#### Task prompt
Each line below should be reproduced without any alteration.

======== Working data ========

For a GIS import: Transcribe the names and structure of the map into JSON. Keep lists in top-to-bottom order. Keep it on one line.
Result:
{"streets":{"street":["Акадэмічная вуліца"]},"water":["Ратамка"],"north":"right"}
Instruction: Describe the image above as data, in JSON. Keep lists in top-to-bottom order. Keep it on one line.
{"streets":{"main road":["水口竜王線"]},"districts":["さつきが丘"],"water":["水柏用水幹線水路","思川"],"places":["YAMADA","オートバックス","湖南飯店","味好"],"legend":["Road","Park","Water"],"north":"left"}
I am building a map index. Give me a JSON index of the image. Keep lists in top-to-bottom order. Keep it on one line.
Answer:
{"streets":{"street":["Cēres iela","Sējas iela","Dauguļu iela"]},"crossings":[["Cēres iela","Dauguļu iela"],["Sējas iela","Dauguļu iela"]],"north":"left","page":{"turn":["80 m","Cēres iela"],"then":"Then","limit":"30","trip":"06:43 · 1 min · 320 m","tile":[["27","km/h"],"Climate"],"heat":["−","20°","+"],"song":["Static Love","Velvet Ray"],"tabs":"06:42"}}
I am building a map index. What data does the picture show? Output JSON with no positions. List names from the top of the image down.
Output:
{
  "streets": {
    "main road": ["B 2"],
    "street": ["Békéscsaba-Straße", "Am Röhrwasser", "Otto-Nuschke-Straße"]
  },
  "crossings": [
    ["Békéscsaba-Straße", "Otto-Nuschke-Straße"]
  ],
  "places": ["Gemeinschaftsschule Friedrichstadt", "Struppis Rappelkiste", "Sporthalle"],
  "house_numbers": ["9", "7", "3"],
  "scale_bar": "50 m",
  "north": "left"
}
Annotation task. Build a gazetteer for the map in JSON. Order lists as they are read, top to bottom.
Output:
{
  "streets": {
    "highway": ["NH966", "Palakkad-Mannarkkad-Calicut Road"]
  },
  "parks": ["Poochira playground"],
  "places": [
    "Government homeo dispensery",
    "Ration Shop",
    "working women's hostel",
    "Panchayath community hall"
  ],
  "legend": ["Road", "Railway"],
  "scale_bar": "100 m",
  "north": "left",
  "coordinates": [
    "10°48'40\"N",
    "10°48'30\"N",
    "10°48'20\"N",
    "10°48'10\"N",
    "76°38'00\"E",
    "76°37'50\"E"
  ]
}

========

#### Solution
For a GIS import: Transcribe the names and structure of the map into JSON. Keep lists in top-to-bottom order. Keep it on one line.
Result:
{"streets":{"street":["Акадэмічная вуліца"]},"water":["Ратамка"],"north":"right"}
Instruction: Describe the image above as data, in JSON. Keep lists in top-to-bottom order. Keep it on one line.
{"streets":{"main road":["水口竜王線"]},"districts":["さつきが丘"],"water":["水柏用水幹線水路","思川"],"places":["YAMADA","オートバックス","湖南飯店","味好"],"legend":["Road","Park","Water"],"north":"left"}
I am building a map index. Give me a JSON index of the image. Keep lists in top-to-bottom order. Keep it on one line.
Answer:
{"streets":{"street":["Cēres iela","Sējas iela","Dauguļu iela"]},"crossings":[["Cēres iela","Dauguļu iela"],["Sējas iela","Dauguļu iela"]],"north":"left","page":{"turn":["80 m","Cēres iela"],"then":"Then","limit":"30","trip":"06:43 · 1 min · 320 m","tile":[["27","km/h"],"Climate"],"heat":["−","20°","+"],"song":["Static Love","Velvet Ray"],"tabs":"06:42"}}
I am building a map index. What data does the picture show? Output JSON with no positions. List names from the top of the image down.
Output:
{
  "streets": {
    "main road": ["B 2"],
    "street": ["Békéscsaba-Straße", "Am Röhrwasser", "Otto-Nuschke-Straße"]
  },
  "crossings": [
    ["Békéscsaba-Straße", "Otto-Nuschke-Straße"]
  ],
  "places": ["Gemeinschaftsschule Friedrichstadt", "Struppis Rappelkiste", "Sporthalle"],
  "house_numbers": ["9", "7", "3"],
  "scale_bar": "50 m",
  "north": "left"
}
Annotation task. Build a gazetteer for the map in JSON. Order lists as they are read, top to bottom.
Output:
{
  "streets": {
    "highway": ["NH966", "Palakkad-Mannarkkad-Calicut Road"]
  },
  "parks": ["Poochira playground"],
  "places": [
    "Government homeo dispensery",
    "Ration Shop",
    "working women's hostel",
    "Panchayath community hall"
  ],
  "legend": ["Road", "Railway"],
  "scale_bar": "100 m",
  "north": "left",
  "coordinates": [
    "10°48'40\"N",
    "10°48'30\"N",
    "10°48'20\"N",
    "10°48'10\"N",
    "76°38'00\"E",
    "76°37'50\"E"
  ]
}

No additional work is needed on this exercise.